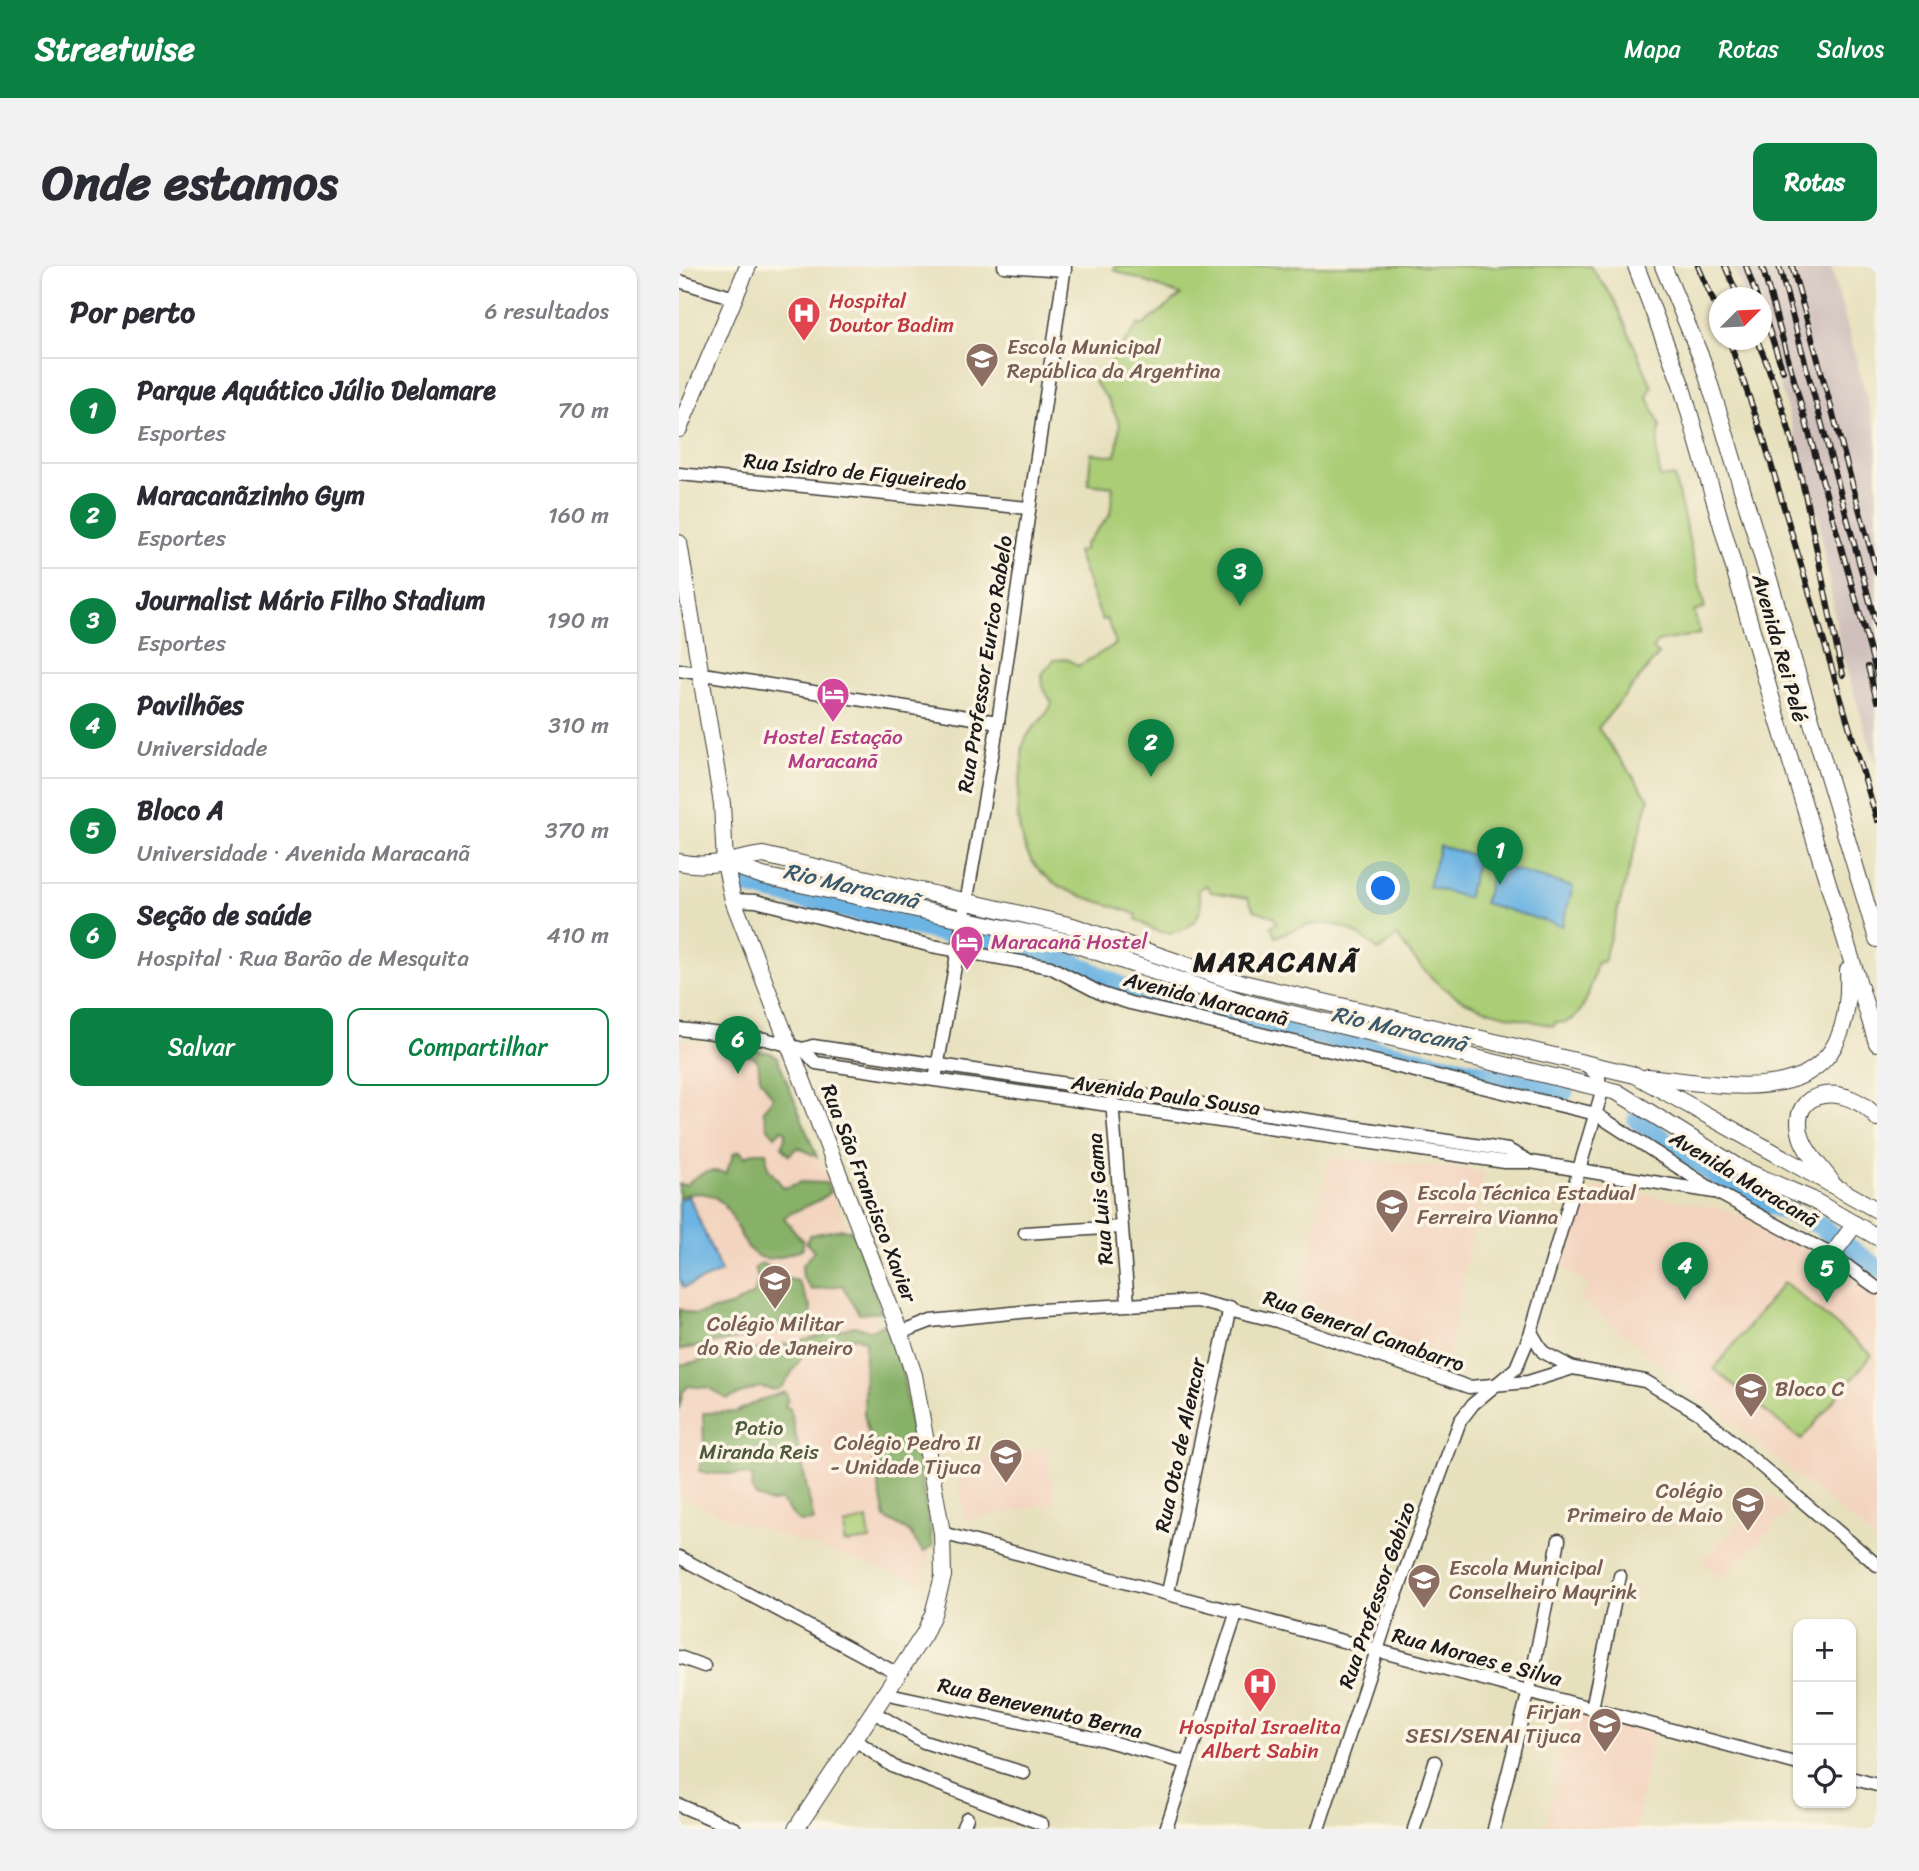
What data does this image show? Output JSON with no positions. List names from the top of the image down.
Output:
{
  "streets": {
    "main road": ["Avenida Rei Pelé", "Avenida Maracanã", "Rua São Francisco Xavier"],
    "street": [
      "Rua Isidro de Figueiredo",
      "Rua Professor Eurico Rabelo",
      "Avenida Paula Sousa",
      "Rua Luis Gama",
      "Rua General Canabarro",
      "Rua Oto de Alencar",
      "Rua Professor Gabizo",
      "Rua Moraes e Silva",
      "Rua Benevenuto Berna"
    ]
  },
  "crossings": [
    ["Rua Isidro de Figueiredo", "Rua Professor Eurico Rabelo"],
    ["Rua Professor Eurico Rabelo", "Avenida Maracanã"],
    ["Rua Professor Eurico Rabelo", "Avenida Paula Sousa"],
    ["Avenida Maracanã", "Avenida Paula Sousa"],
    ["Avenida Maracanã", "Rua São Francisco Xavier"],
    ["Avenida Maracanã", "Rua Professor Gabizo"],
    ["Avenida Paula Sousa", "Rua São Francisco Xavier"],
    ["Avenida Paula Sousa", "Rua Luis Gama"],
    ["Avenida Paula Sousa", "Rua Professor Gabizo"],
    ["Rua São Francisco Xavier", "Rua General Canabarro"],
    ["Rua São Francisco Xavier", "Rua Moraes e Silva"],
    ["Rua São Francisco Xavier", "Rua Benevenuto Berna"],
    ["Rua Luis Gama", "Rua General Canabarro"],
    ["Rua General Canabarro", "Rua Oto de Alencar"],
    ["Rua General Canabarro", "Rua Professor Gabizo"],
    ["Rua Oto de Alencar", "Rua Moraes e Silva"],
    ["Rua Professor Gabizo", "Rua Moraes e Silva"]
  ],
  "districts": ["MARACANÃ"],
  "water": ["Rio Maracanã"],
  "parks": ["Patio Miranda Reis"],
  "places": {
    "hospital": ["Hospital Doutor Badim", "Hospital Israelita Albert Sabin"],
    "school or university": [
      "Escola Municipal República da Argentina",
      "Escola Técnica Estadual Ferreira Vianna",
      "Colégio Militar do Rio de Janeiro",
      "Bloco C",
      "Colégio Pedro II - Unidade Tijuca",
      "Colégio Primeiro de Maio",
      "Escola Municipal Conselheiro Mayrink",
      "Firjan SESI/SENAI Tijuca"
    ],
    "hotel": ["Hostel Estação Maracanã", "Maracanã Hostel"]
  },
  "north": "top right",
  "page": {
    "header": "Streetwise",
    "nav": ["Mapa", "Rotas", "Salvos"],
    "title": "Onde estamos",
    "buttons": [
      "Rotas",
      ["Salvar", "Compartilhar"]
    ],
    "heading": ["Por perto", "6 resultados"],
    "list": [
      {
        "mark": "1",
        "name": "Parque Aquático Júlio Delamare",
        "note": "Esportes",
        "value": "70 m"
      },
      {
        "mark": "2",
        "name": "Maracanãzinho Gym",
        "note": "Esportes",
        "value": "160 m"
      },
      {
        "mark": "3",
        "name": "Journalist Mário Filho Stadium",
        "note": "Esportes",
        "value": "190 m"
      },
      {
        "mark": "4",
        "name": "Pavilhões",
        "note": "Universidade",
        "value": "310 m"
      },
      {
        "mark": "5",
        "name": "Bloco A",
        "note": "Universidade · Avenida Maracanã",
        "value": "370 m"
      },
      {
        "mark": "6",
        "name": "Seção de saúde",
        "note": "Hospital · Rua Barão de Mesquita",
        "value": "410 m"
      }
    ],
    "pins": [
      "3",
      "2",
      "1",
      "6",
      "4",
      "5"
    ],
    "map_buttons": ["+", "−"]
  }
}
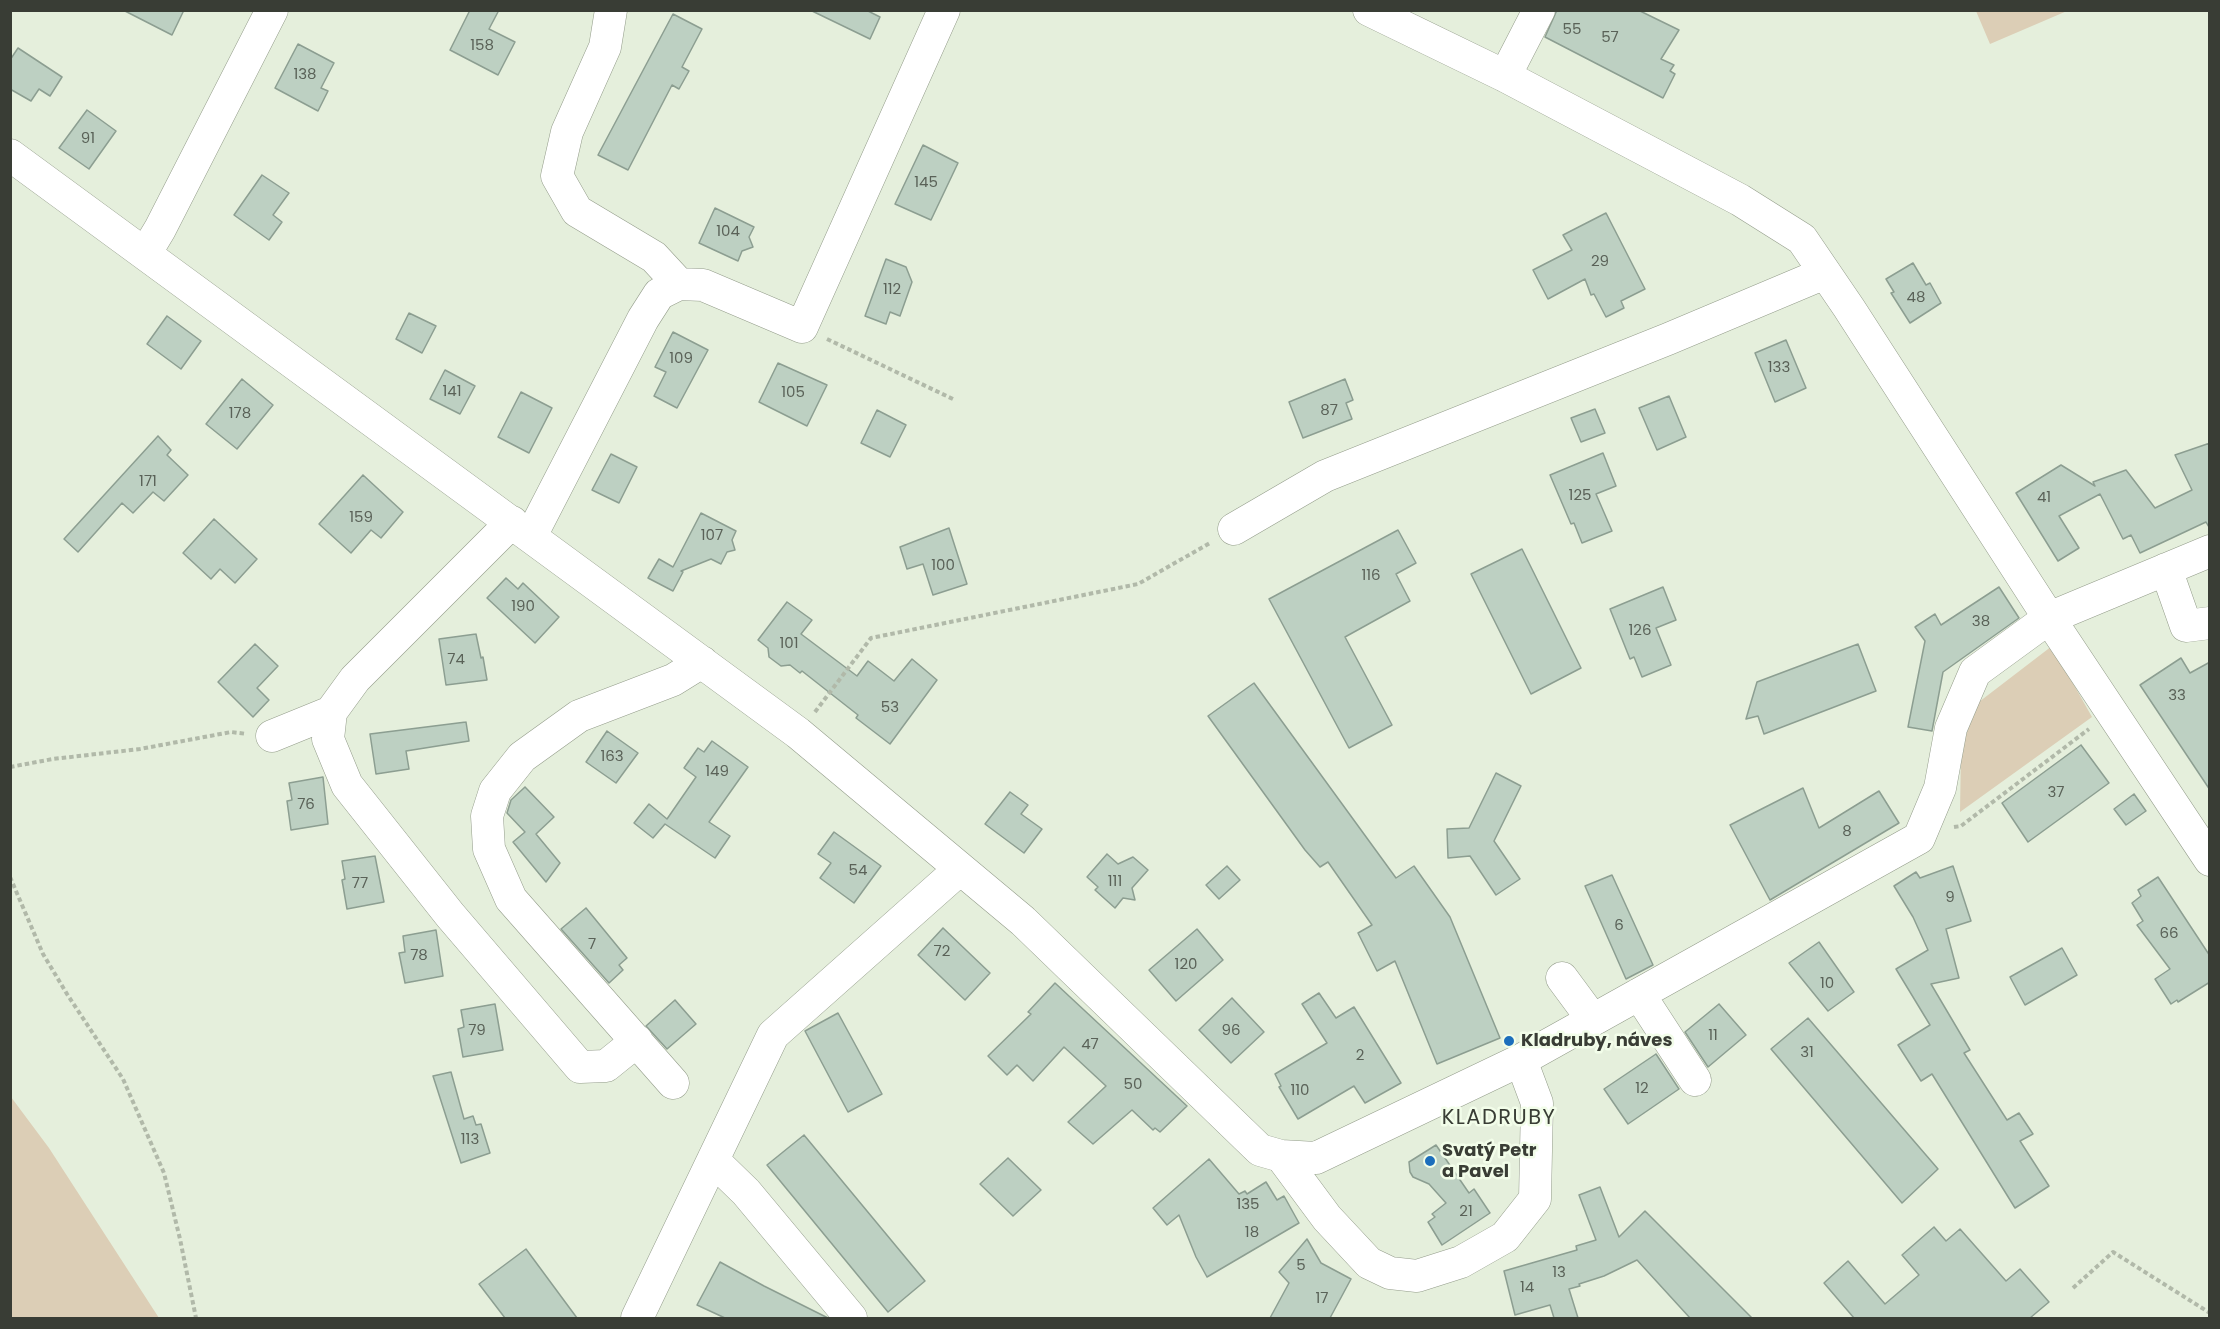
- - - - -
### YOUR TASK:
Every line that holds the word "Isidro" should be copied from the records.

### EXERCISE RESPONSE:
      "Rua Isidro de Figueiredo",
    ["Rua Isidro de Figueiredo", "Rua Professor Eurico Rabelo"],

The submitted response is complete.